Biology
Open science and data sharing in cognitive neuroscience with MouseBytes and MouseBytes+
S. Memar, E. Jiang, et al.
Discover MouseBytes, a revolutionary web-based repository designed by Sara Memar and her colleagues for sharing and analyzing rodent cognitive data. This innovative platform not only visualizes touchscreen-based behavioral data but also integrates with neuro-technologies for comprehensive analysis, adhering to FAIR principles and benefitting thousands of researchers. Dive into the future of neuroscience research!

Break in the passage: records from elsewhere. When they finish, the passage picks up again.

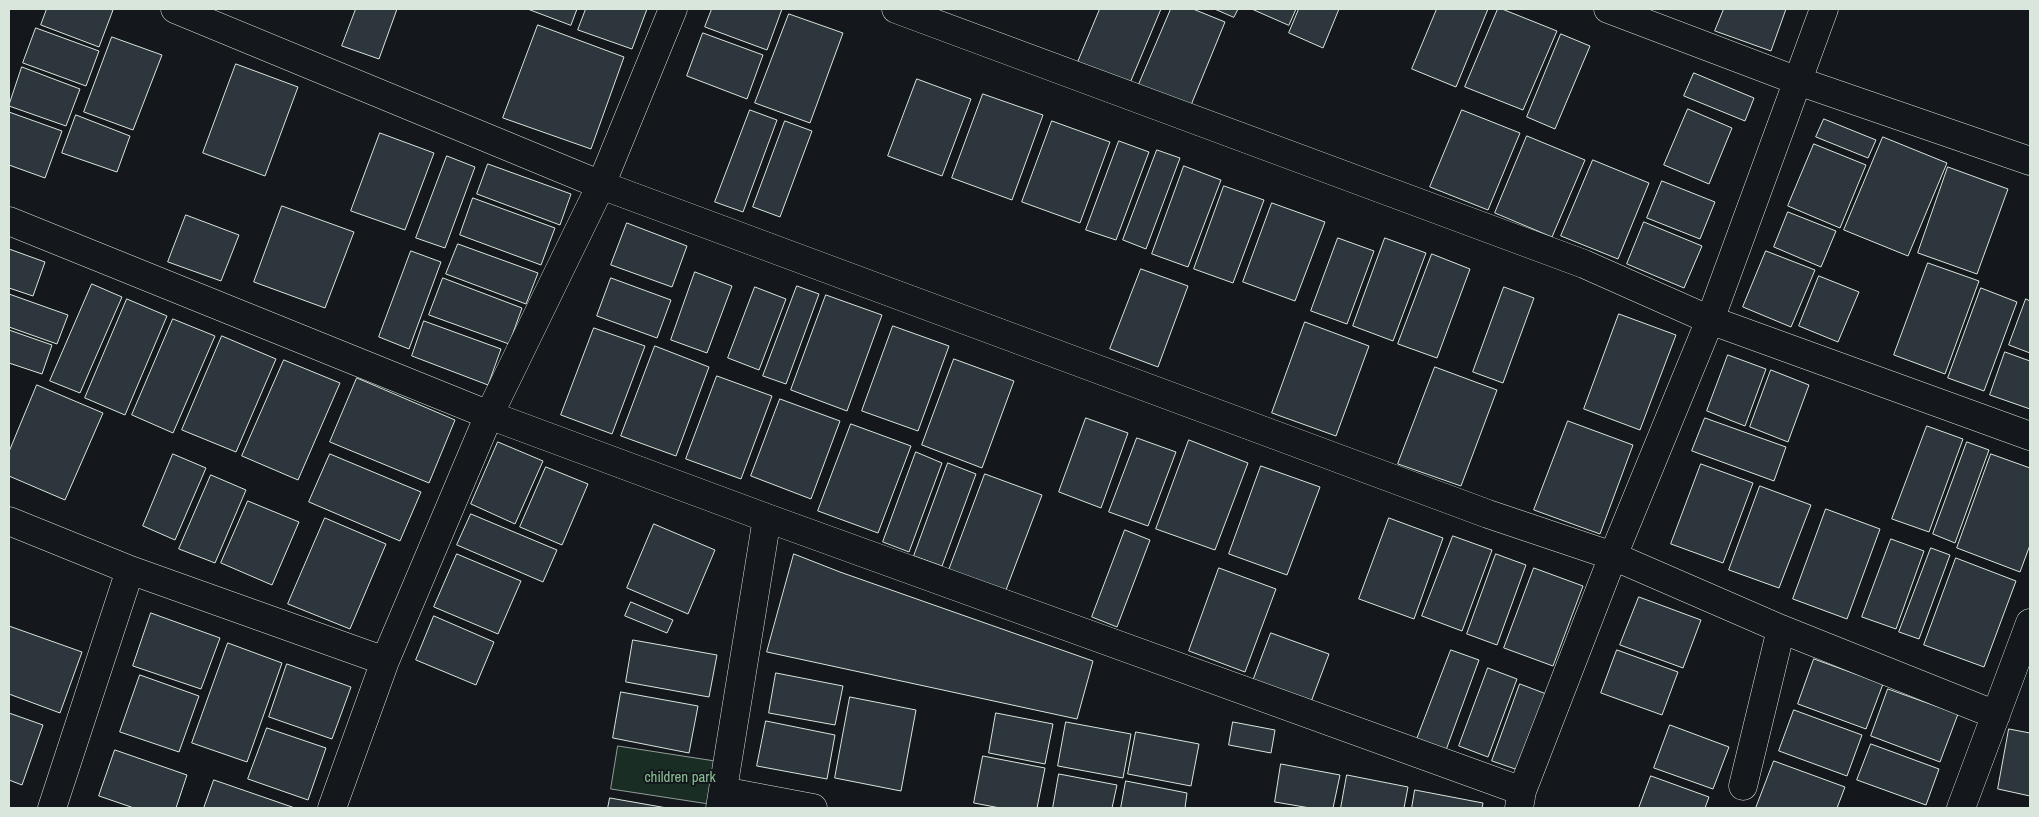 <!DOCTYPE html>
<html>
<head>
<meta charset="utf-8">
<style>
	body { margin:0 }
	#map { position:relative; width:2039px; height:817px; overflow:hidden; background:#14181c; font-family:"Archivo Narrow",sans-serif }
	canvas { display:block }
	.frame { position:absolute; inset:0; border:10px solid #d8e6dc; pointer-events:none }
</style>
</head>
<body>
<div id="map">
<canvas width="2039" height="817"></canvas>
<div class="frame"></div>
</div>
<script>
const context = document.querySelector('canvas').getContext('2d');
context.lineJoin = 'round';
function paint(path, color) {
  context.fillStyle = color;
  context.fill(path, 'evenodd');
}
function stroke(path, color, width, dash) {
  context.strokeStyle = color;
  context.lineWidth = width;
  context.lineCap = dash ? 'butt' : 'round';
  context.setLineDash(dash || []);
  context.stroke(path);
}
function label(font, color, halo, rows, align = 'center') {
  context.font = font + ' "Archivo Narrow",sans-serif';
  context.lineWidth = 4;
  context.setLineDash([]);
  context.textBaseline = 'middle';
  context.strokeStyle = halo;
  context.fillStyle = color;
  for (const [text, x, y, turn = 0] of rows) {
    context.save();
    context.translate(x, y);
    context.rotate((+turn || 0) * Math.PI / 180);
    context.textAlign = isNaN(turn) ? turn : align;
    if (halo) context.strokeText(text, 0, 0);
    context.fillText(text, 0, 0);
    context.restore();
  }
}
const green = new Path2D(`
	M618 746 715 761 709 804 611 789Z`);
paint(green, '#1a2d24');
stroke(green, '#939e99', 1);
const building = new Path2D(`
	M47 9H108L113 10 99 47 41 25Z
	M356 9H397L379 59 342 46Z
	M528 9H577L571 25Z
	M586 9H647L632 49 578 30Z
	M712 9H782L767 50 705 27Z
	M1100 9H1161L1130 83 1078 62Z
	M1171 9H1193L1225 22 1189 110 1137 89Z
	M1215 9H1238L1234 17Z
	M1252 9H1296L1289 25Z
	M1299 9H1339L1323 48 1289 33Z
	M1437 9H1488L1456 87 1412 69Z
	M1498 9H1502L1557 31 1523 110 1465 87Z
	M1724 9H1786L1771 51 1715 31Z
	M789 14 843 33 810 123 755 103Z
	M538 25 624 57 591 149 503 118Z
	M36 28 99 51 86 86 23 63Z
	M703 33 763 55 747 99 687 76Z
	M1561 34 1590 46 1555 129 1527 117Z
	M112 37 162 55 133 130 84 112Z
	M236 64 298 87 265 176 203 153Z
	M22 67 80 89 66 126 9 106Z
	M1694 73 1754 98 1745 121 1684 96Z
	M917 79 971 99 942 176 888 156Z
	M983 94 1043 115 1012 200 952 178Z
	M1688 109 1732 128 1709 184 1664 165Z
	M750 110 777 120 743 212 715 202Z
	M1462 110 1520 133 1488 210 1430 187Z
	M9 112 62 131 45 178 9 165Z
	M76 115 130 136 117 172 62 153Z
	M1824 119 1876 140 1868 158 1816 137Z
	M785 121 812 131 780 217 753 207Z
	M1052 121 1110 142 1080 223 1022 202Z
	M380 133 434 153 405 230 351 211Z
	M1527 136 1585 160 1552 237 1495 213Z
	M1883 137 1947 163 1908 256 1844 230Z
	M1119 141 1149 152 1116 240 1086 230Z
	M1814 144 1866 165 1840 228 1788 206Z
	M1157 150 1180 158 1146 249 1123 240Z
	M447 156 475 167 445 248 416 238Z
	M1593 160 1649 183 1618 259 1561 236Z
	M488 164 571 194 560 225 477 194Z
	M1184 166 1221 180 1188 267 1152 254Z
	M1948 167 2008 189 1977 274 1918 253Z
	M1662 181 1715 202 1700 239 1647 218Z
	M1224 186 1264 200 1233 283 1194 269Z
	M473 198 555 228 541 265 460 235Z
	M1272 203 1325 222 1295 301 1243 282Z
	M282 206 354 232 325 308 254 282Z
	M1788 212 1836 231 1821 267 1774 247Z
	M186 215 239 235 221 281 168 262Z
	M1644 222 1702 246 1684 288 1627 264Z
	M627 223 687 246 672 287 611 265Z
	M1338 238 1374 251 1347 324 1311 311Z
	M1385 238 1426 253 1393 341 1353 326Z
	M458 244 538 273 526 304 446 274Z
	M9 249 45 262 33 296 9 288Z
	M411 251 441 262 409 349 379 337Z
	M1766 251 1815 270 1791 327 1743 307Z
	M1432 254 1470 269 1437 358 1398 344Z
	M1928 263 1979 281 1945 374 1894 355Z
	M1141 269 1188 286 1158 367 1110 349Z
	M695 272 732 286 707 353 671 340Z
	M1819 276 1859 292 1838 342 1799 326Z
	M443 278 522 308 509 344 429 315Z
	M611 278 671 300 657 338 597 316Z
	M92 284 122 297 80 393 50 381Z
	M797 286 819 294 786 384 763 376Z
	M755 287 786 299 759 370 728 358Z
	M1504 287 1534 298 1503 383 1473 372Z
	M1981 288 2017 302 1984 391 1948 378Z
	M9 294 68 315 57 344 9 327Z
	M826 295 882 315 847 411 791 390Z
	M127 299 167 316 125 415 85 398Z
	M2026 299 2030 301V353L2009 345Z
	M1619 314 1676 335 1640 430 1584 409Z
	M173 319 215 336 173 433 132 415Z
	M424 321 501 349 488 385 412 356Z
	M1305 322 1369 346 1336 436 1272 413Z
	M893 326 949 346 918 431 862 411Z
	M594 328 645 346 612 434 561 415Z
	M9 330 52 345 42 374 9 363Z
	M222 336 276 359 236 452 182 430Z
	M655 346 709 367 676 456 621 436Z
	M2005 352 2030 361V409L1990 395Z
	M1728 355 1766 369 1745 426 1707 411Z
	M954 359 1014 381 982 468 922 445Z
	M284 360 340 383 298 480 242 456Z
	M1435 367 1497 390 1461 486 1398 464Z
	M1771 370 1809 385 1788 442 1750 427Z
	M717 376 772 396 741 479 686 459Z
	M357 378 455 420 429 483 330 442Z
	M37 385 103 413 65 500 9 476V452Z
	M780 399 840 421 811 499 751 476Z
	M1086 418 1128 433 1101 508 1059 492Z
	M1705 418 1786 447 1774 481 1692 451Z
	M1568 421 1633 445 1600 534 1534 510Z
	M851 424 911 446 878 533 818 511Z
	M1927 426 1963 439 1929 532 1892 519Z
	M1137 438 1176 452 1148 526 1109 512Z
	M1189 440 1248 463 1215 550 1156 529Z
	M498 442 543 461 515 524 471 504Z
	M1967 442 1989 450 1955 543 1933 534Z
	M916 452 942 463 909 552 883 542Z
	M173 454 206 468 175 540 143 526Z
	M330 454 421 492 400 541 309 502Z
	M1991 454 2030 468V545L2020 572 1957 548Z
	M948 463 976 474 942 566 914 556Z
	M1701 464 1753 483 1723 563 1671 544Z
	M1261 466 1320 487 1287 575 1229 554Z
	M546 467 588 484 562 545 520 527Z
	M985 474 1042 495 1006 590 949 570Z
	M211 475 246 490 215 563 179 549Z
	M1760 486 1811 505 1779 588 1729 570Z
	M248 501 299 522 272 585 221 563Z
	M1826 509 1880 529 1847 619 1793 599Z
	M471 514 557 550 543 582 457 545Z
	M325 518 386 544 350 629 288 604Z
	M1389 518 1443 538 1414 619 1359 599Z
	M654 524 715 550 688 614 627 588Z
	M1125 530 1150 540 1117 627 1092 617Z
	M1453 536 1492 550 1462 631 1422 616Z
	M1891 539 1924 551 1896 629 1862 617Z
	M1931 548 1950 555 1919 639 1899 632Z
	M457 554 521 581 498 634 434 607Z
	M794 554 840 572 1093 661 1077 719 767 652Z
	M1496 554 1526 565 1497 645 1467 634Z
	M1956 558 2016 581 1984 667 1924 645Z
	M1219 568 1276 589 1245 672 1189 651Z
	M1534 568 1583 586 1553 666 1504 648Z
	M1639 597 1701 620 1683 668 1620 645Z
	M631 602 673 620 667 633 625 616Z
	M151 613 220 638 201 689 133 666Z
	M434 616 494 642 476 685 416 660Z
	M9 626 82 652 60 713 9 694Z
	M1271 633 1329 654 1311 702 1253 681Z
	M633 640 717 655 709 697 626 682Z
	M228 643 282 663 247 762 192 743Z
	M1451 650 1479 660 1446 750 1417 739Z
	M1617 650 1678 672 1662 715 1601 693Z
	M1814 659 1883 684 1866 729 1798 704Z
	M287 664 351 687 332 739 269 717Z
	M1488 668 1517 679 1488 757 1459 746Z
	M776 673 843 686 835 725 769 713Z
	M140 675 199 696 179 752 120 732Z
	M1520 684 1549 695 1521 771 1492 761Z
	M1888 689 1958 714 1940 762 1871 736Z
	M621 692 698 706 689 753 613 738Z
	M850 697 916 710 901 791 835 778Z
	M1794 710 1862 735 1847 776 1779 751Z
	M9 713 43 725 22 785 9 780Z
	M996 713 1053 724 1045 764 989 753Z
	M766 721 835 735 827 779 757 766Z
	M1066 722 1131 734 1123 778 1058 766Z
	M1233 722 1275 730 1271 753 1229 745Z
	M1670 725 1729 747 1713 789 1654 768Z
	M267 728 326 748 308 800 248 779Z
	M2009 729 2030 733V796L1998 789Z
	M1136 732 1199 744 1191 786 1128 774Z
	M1871 744 1939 769 1926 805 1857 780Z
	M115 750 187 775 176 808H134L99 796Z
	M983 756 1045 768 1037 808H1000L974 803Z
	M1774 761 1845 787 1837 808H1756Z
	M1281 764 1340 775 1333 808H1310L1275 802Z
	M1059 774 1117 785 1112 808H1053Z
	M1347 775 1408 787 1404 808H1341Z
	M1651 776 1709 797 1705 808H1639Z
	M214 780 295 808H204Z
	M1126 781 1187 793 1185 808H1121Z
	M1415 790 1483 803 1482 808H1412Z
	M610 798 667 808H608Z`);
paint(building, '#2c363c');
stroke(building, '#d8e6dc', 1);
const minor = new Path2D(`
	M175 9 601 185 1488 514 1613 556 1781 629 1996 715
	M896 9 1584 264 1710 320 2030 436
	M1608 9 1798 81 2030 161
	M9 221 489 415 767 518 1522 791
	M9 521 130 570 385 661
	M1743 786 1781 629
	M723 791 813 808
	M52 808 130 570
	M332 808 385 661 489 415 601 185 673 9
	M720 808 767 518
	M1519 808 1522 791 1613 556 1710 320 1824 9
	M1961 808 2030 623`);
stroke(minor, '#d8e6dc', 29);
stroke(minor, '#14181c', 28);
label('15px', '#8ac095', '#14181c', [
	["children park",680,778]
]);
</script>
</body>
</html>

~3 min • Beginner • English
Introduction
The paper addresses the gap in open, standardized sharing of rodent cognitive behavioral data compared to other neuroscience fields like neuroimaging and genomics. Traditional rodent behavioral assays lack standardization and automation, hindering reproducibility and data reuse. Touchscreen-automated cognitive testing offers standardized tasks and outputs compatible with FAIR data principles. The purpose of the study is to present MouseBytes, a FAIR-compliant, web-based platform for storing, sharing, visualizing, and analyzing touchscreen-based rodent cognitive data, and MouseBytes+, which integrates complementary neuro-technologies with behavior. The platforms aim to enhance data reusability, transparency, and multi-modal integration to advance understanding of brain-behavior relationships and support Open Science.
Literature Review
The authors situate MouseBytes within the broader Open Science movement and FAIR Data Principles, noting successful data-sharing platforms in neuroimaging (e.g., PRIME Data Exchange) and genomics (e.g., ENCODE, ArrayExpress, BioGRID). They highlight the lack of similar standardization and sharing in rodent behavioral research due to heterogeneous protocols and outputs. Touchscreen technology, widely adopted across hundreds of labs, provides automated, standardized tasks analogous to human cognitive tests (e.g., PAL, LD, TUNL, rCPT, 5-CSRTT), enabling high-resolution behavioral measures and synchronization with neuro-technologies such as fiber photometry, miniscopes, optogenetics, MRI, PET, and OMICs. Prior work introduced MouseBytes as a pipeline and database used in a multi-site Alzheimer’s disease mouse cohort study, motivating the expanded architecture and functionalities described here.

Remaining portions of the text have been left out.